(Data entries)
= Beginning of Section =

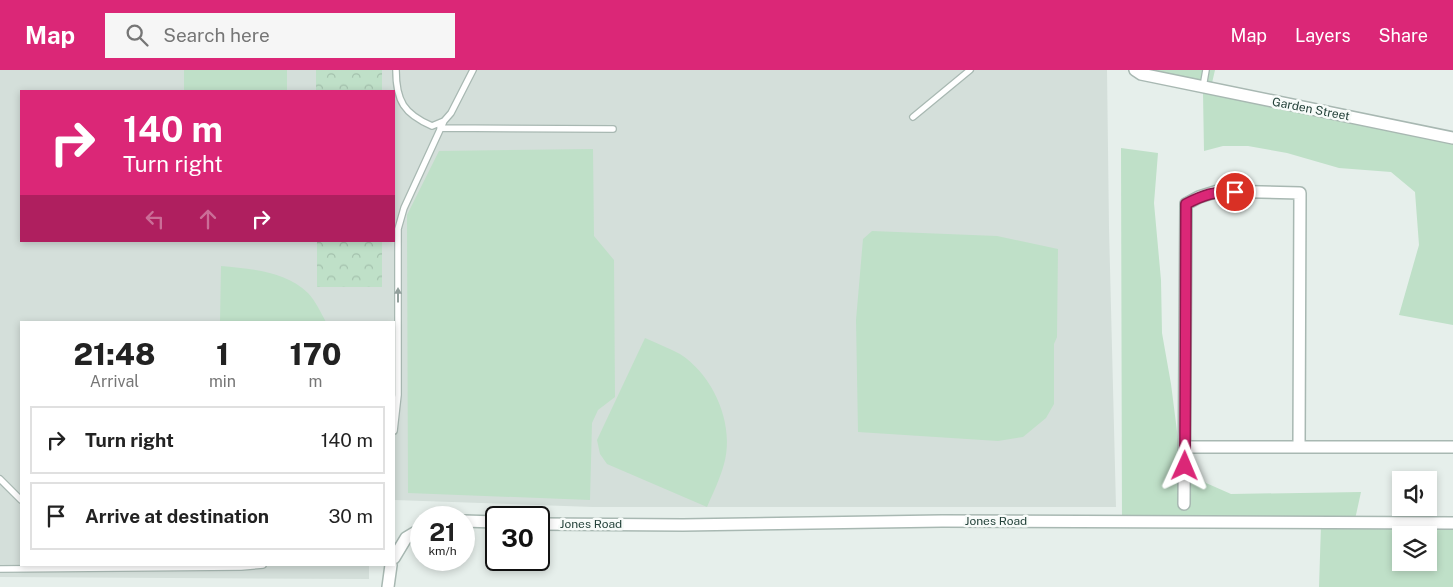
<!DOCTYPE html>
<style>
body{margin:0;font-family:"Public Sans",sans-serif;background:#f6f6f6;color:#222;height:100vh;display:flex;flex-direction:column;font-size:19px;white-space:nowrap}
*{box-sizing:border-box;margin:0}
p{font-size:16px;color:#767676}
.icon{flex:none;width:28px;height:28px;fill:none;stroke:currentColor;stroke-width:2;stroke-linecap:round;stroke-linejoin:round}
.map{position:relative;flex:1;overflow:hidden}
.sheet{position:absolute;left:20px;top:251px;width:375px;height:245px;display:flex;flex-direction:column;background:#fff;border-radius:0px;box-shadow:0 2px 8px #0003}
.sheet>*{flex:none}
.guide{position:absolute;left:20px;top:20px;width:375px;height:152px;border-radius:0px;box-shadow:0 2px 8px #0003;background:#db2777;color:#fff;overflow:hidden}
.controls{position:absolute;left:1392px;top:401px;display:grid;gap:10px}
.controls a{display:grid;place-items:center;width:45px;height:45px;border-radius:0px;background:#fff;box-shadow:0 2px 8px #0003;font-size:25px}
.speed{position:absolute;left:410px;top:436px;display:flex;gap:10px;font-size:25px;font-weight:700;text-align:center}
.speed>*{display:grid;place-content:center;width:65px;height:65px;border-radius:50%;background:#fff;box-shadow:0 2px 8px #0003;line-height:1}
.speed small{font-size:12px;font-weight:400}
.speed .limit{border:2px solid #111;border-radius:8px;background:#fff;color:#111}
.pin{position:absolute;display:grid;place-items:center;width:42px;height:42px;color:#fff;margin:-21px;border:2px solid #fff;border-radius:50%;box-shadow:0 1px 5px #0007}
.me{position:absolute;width:55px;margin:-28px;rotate:1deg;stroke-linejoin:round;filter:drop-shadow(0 0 4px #0008)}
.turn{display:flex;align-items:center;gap:18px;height:105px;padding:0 20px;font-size:22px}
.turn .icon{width:65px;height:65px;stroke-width:2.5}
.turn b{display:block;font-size:35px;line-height:42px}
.lanes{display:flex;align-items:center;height:48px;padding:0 20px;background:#0003;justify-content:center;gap:25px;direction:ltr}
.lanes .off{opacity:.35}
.eta{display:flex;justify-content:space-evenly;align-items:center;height:85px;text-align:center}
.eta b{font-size:30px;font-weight:800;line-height:35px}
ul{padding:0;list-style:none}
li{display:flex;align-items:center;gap:15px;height:68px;margin:0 10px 8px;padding:0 10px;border:2px solid #e0e0e0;border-radius:0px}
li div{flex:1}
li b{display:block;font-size:19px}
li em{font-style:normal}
header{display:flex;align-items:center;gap:30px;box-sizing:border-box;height:70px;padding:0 25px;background:#db2777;color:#fff}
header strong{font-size:24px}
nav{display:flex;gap:28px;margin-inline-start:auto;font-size:18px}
.search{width:350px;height:45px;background:#f6f6f6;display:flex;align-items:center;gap:12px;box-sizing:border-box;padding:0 18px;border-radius:0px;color:#767676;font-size:19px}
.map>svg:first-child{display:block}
</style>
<header>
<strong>Map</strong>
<div class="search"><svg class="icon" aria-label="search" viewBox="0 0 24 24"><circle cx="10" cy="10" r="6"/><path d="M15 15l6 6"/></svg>Search here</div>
<nav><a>Map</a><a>Layers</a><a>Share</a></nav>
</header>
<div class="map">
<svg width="1453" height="517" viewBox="0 0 1453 517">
<defs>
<pattern id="park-crowns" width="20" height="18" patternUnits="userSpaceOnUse" patternTransform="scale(1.25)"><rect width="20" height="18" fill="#bfe0c8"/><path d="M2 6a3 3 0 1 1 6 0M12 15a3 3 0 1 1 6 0" fill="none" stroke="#a4c1ad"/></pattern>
</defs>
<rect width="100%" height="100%" fill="#e6efeb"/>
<path fill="#d4dfda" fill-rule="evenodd" d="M 0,0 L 1107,0 L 1109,158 L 1116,437 L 593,437 L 394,430 L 394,252 L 21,252 L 21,495 L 369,495 L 369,509 L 0,507 ZM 21,21 L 394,21 L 394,171 L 21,171 Z"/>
<path fill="#bfe0c8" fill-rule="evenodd" d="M 184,0 L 287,0 L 287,21 L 184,21 Z
M 1151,0 L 1215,0 L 1212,13 Z
M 1203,23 L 1453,74 L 1453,255 L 1399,245 L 1419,175 L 1415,122 L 1391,102 L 1339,98 L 1287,83 L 1248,76 L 1223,76 L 1204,81 Z
M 1121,78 L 1158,83 L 1154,133 L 1161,210 L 1162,263 L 1171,314 L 1179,377 L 1206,413 L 1231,424 L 1361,422 L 1354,454 L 1453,453 L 1453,517 L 1319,517 L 1321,455 L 1122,454 ZM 1401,465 L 1429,465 L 1429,492 L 1401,492 Z
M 593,79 L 594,166 L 614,190 L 615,327 L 598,340 L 592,353 L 590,430 L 408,423 L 407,145 L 439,81 Z
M 872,161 L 997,166 L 1058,179 L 1057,267 L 1054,274 L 1054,334 L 1046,348 L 1023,367 L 998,371 L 858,362 L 856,250 L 863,169 Z
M 221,196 C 251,199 285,201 308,223 C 315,230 321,243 326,252 L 220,252 Z
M 645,268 C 656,273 669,278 680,284 C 714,306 735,355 724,394 C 720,409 713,423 707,437 L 607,394 L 600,384 L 597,370 Z"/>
<path fill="url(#park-crowns)" d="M 316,0 L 382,0 L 382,21 L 316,21 Z
M 317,171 L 382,171 L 382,217 L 317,217 Z"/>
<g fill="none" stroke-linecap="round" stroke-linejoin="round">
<defs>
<path id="lane" d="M 396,0 C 396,31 404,44 432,56 L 444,51 L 451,43 L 473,0
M 1203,17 L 1206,0
M 913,47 L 970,0
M 440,58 L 613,59
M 394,361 L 398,325 L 398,159 L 404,138 L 444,51
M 0,409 L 21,430
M 0,499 L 241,497 L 263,495"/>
<path id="street" d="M 1135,0 L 1141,4 L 1453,68
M 1185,377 L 1453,377
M 1184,434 L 1186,134 L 1199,127 L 1218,121 L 1300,123 L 1299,377
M 464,451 L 496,452
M 539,454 L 683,455 L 942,451 L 1453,453
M 394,488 L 406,468 L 421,459
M 388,517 L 391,495"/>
</defs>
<use href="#lane" stroke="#a8b8b2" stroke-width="8"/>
<use href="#street" stroke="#a8b8b2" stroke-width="14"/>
<use href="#lane" stroke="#fff" stroke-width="5.5"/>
<use href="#street" stroke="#fff" stroke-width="11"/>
</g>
<defs><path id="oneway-solid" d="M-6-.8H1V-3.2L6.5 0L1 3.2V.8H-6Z" transform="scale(1.25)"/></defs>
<use fill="#92a09c" href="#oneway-solid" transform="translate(398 225) rotate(-90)"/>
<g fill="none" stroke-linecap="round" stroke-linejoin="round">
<defs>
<path id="route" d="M 1185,396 L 1186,134 C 1203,125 1215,121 1235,122"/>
</defs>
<use href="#route" stroke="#8e194d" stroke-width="12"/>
<use href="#route" stroke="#db2777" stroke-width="9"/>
</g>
<g text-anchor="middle" stroke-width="5" stroke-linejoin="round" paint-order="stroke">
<g font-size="12" fill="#24423a" stroke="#f7fbf9">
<text transform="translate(1311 39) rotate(11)" y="4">Garden Street</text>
<text x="996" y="455">Jones Road</text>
<text x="591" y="458">Jones Road</text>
</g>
</g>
</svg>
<div class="controls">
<a><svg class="icon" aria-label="sound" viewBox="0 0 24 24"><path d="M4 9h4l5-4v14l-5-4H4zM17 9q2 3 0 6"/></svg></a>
<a><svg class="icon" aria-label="layers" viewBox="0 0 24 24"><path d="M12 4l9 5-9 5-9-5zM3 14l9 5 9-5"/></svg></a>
</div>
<div class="speed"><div>21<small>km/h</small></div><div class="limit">30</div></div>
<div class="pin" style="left:1235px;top:122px;background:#d93025"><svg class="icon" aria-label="arrive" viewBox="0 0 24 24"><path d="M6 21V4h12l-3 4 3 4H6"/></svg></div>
<svg class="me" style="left:1185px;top:396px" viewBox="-20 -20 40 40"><path d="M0-17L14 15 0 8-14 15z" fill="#db2777" stroke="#fff" stroke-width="4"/></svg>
<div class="guide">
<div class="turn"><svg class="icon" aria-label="right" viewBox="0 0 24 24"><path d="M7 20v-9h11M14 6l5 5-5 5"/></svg><div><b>140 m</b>Turn right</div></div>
<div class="lanes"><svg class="icon off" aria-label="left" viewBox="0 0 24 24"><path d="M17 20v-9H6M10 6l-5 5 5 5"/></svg><svg class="icon off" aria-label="ahead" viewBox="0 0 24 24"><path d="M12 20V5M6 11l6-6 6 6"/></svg><svg class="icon" aria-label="right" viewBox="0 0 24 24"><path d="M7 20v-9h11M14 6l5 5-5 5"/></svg></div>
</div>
<section class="sheet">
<div class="eta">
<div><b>21:48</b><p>Arrival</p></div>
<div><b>1</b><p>min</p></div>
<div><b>170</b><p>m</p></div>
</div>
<ul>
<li><svg class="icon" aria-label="right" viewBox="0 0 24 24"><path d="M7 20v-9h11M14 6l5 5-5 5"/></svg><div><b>Turn right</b></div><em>140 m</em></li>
<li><svg class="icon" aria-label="arrive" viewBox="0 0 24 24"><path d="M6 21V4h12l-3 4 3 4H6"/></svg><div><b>Arrive at destination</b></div><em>30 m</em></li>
</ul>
</section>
</div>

= End of Section =

With both ends included, please retype exactly the lines from the line containing "<div><b>170</b><p>m</p></div>" to the final line of the data.

* Completed task
<div><b>170</b><p>m</p></div>
</div>
<ul>
<li><svg class="icon" aria-label="right" viewBox="0 0 24 24"><path d="M7 20v-9h11M14 6l5 5-5 5"/></svg><div><b>Turn right</b></div><em>140 m</em></li>
<li><svg class="icon" aria-label="arrive" viewBox="0 0 24 24"><path d="M6 21V4h12l-3 4 3 4H6"/></svg><div><b>Arrive at destination</b></div><em>30 m</em></li>
</ul>
</section>
</div>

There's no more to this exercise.